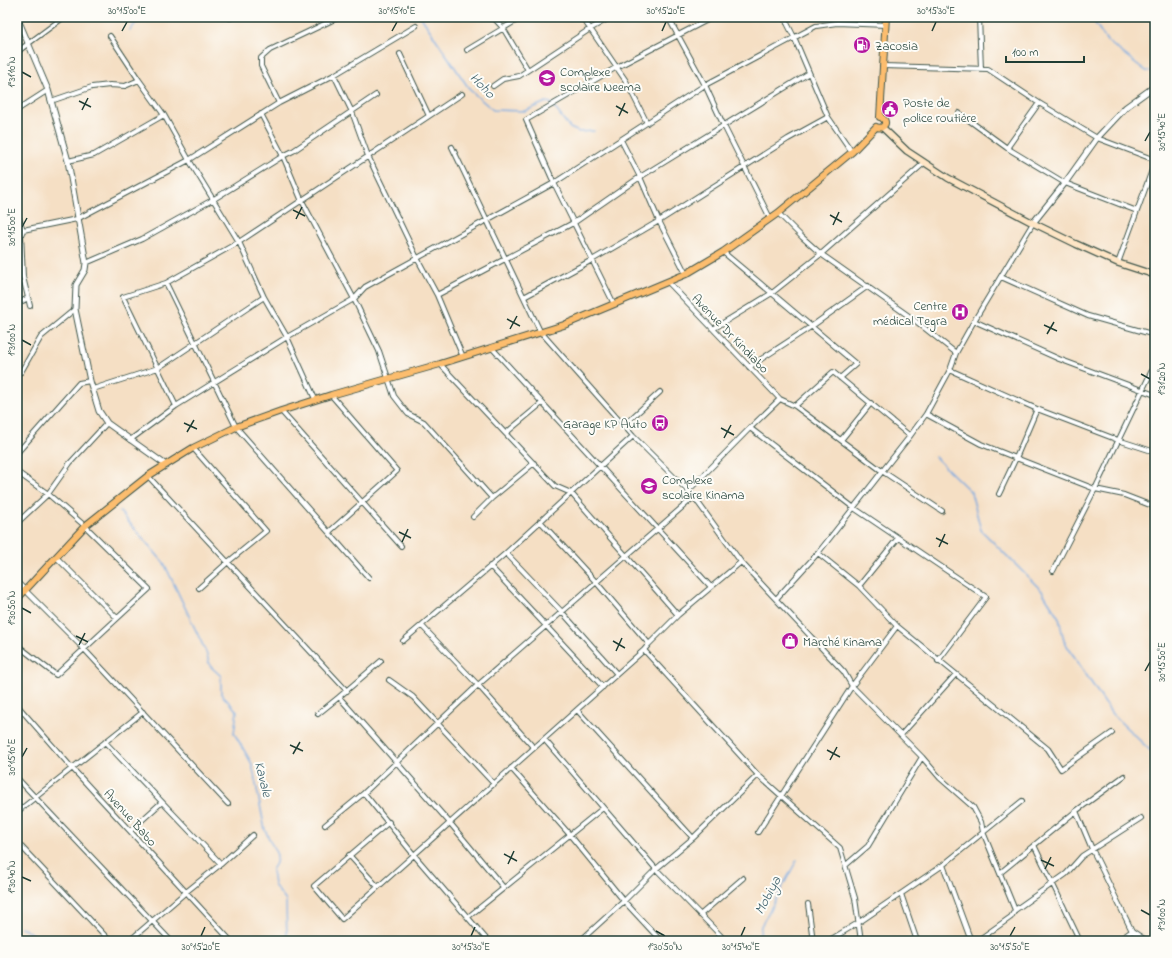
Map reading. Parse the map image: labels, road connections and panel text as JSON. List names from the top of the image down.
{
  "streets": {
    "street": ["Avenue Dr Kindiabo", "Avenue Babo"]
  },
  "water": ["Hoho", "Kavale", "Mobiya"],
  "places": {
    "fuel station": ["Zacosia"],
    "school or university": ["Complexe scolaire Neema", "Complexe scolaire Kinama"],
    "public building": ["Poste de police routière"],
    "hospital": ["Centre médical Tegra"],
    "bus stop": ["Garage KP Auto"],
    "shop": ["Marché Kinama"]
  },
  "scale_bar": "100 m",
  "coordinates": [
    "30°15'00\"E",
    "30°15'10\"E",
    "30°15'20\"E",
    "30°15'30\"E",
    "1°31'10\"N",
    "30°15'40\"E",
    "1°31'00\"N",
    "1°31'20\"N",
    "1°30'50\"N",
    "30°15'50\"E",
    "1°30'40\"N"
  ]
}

# # # #

▸ What is expected:
Copy out the listing above exactly, and keep the pictures out of it.

▸ Answer for the task:
Map reading. Parse the map image: labels, road connections and panel text as JSON. List names from the top of the image down.
{
  "streets": {
    "street": ["Avenue Dr Kindiabo", "Avenue Babo"]
  },
  "water": ["Hoho", "Kavale", "Mobiya"],
  "places": {
    "fuel station": ["Zacosia"],
    "school or university": ["Complexe scolaire Neema", "Complexe scolaire Kinama"],
    "public building": ["Poste de police routière"],
    "hospital": ["Centre médical Tegra"],
    "bus stop": ["Garage KP Auto"],
    "shop": ["Marché Kinama"]
  },
  "scale_bar": "100 m",
  "coordinates": [
    "30°15'00\"E",
    "30°15'10\"E",
    "30°15'20\"E",
    "30°15'30\"E",
    "1°31'10\"N",
    "30°15'40\"E",
    "1°31'00\"N",
    "1°31'20\"N",
    "1°30'50\"N",
    "30°15'50\"E",
    "1°30'40\"N"
  ]
}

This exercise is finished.